You may have heard seasoned traders say that success lies mainly in having a trading system. In reality though, it isn’t enough to simply have a system or plan in place. The real element that can make you a true winner is if you follow a system that has been tested. The key to winning big in the markets is to back test.

To say it quite plainly, you can’t expect to reach any dramatic profits if you don’t start testing your system. The explanation behind this is that testing is what can help you see if a system can function well in market conditions. Instead of experiencing firsthand the level of effectiveness of your system in an actual trade and potentially lose money, you can check it before you trade for real.

#2- You don’t need to spend real money in the act of testing.

You obviously need to shell out some cash to get your hands on a testing tool but other than this, back testing isn’t too costly. You don’t need to use real money when you test your trading plan. This is because only historical trading information is used to check on system performance. What you will get then is a view of how well your plan will function when traded using historical data.

Understandably, you might feel a bit sceptical over the accuracy of test results. After all, how can it provide you with good insights if current market information is not taken into consideration? There is no real need to test using real data. Pieces of past trading information are good enough to use for gauging system value.

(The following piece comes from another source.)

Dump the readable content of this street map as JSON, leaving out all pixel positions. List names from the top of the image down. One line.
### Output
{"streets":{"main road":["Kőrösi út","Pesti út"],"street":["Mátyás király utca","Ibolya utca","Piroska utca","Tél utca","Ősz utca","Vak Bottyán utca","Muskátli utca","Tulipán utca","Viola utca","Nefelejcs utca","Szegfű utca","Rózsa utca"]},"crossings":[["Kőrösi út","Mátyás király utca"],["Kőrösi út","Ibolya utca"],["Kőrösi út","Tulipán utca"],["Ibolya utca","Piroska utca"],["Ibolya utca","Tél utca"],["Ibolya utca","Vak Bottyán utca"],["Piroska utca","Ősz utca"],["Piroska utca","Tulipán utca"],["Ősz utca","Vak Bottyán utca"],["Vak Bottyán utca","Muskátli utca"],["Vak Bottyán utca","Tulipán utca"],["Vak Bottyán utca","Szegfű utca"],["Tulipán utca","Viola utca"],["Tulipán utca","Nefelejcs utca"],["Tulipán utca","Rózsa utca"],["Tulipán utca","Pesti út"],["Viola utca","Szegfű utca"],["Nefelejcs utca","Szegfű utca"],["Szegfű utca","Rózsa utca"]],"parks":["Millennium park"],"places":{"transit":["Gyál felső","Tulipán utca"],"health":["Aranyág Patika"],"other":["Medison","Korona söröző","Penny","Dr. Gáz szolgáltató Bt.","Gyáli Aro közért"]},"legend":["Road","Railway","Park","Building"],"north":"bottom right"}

#3- Everything hinges on the software.

Just like most everything else, back test tools aren’t all equal. You need to find one that is good enough for your needs. Charting software sometimes come with their own testers but you need to look at what is actually being offered. If the default tool can’t test systems across a diverse trade portfolio, it might not be good enough for you. Third party testing facilities are often best.

#4- You can’t create a flawless system based on testing.

There are some traders who use testing tools so they can tweak their systems to perfection. Before you attempt the same thing, you should know right now that this just is not possible. There is no perfect system that will completely eliminate trade losses. What you should really focus on is finding a test tool that can help you pick a system that will only generate minimal draw downs.

With so much at stake in stock trading, you can’t afford to belittle back testing. Before you start your own trading account, running tests on your trading plan is the one thing you can do to make sure you don’t go down the loser’s path.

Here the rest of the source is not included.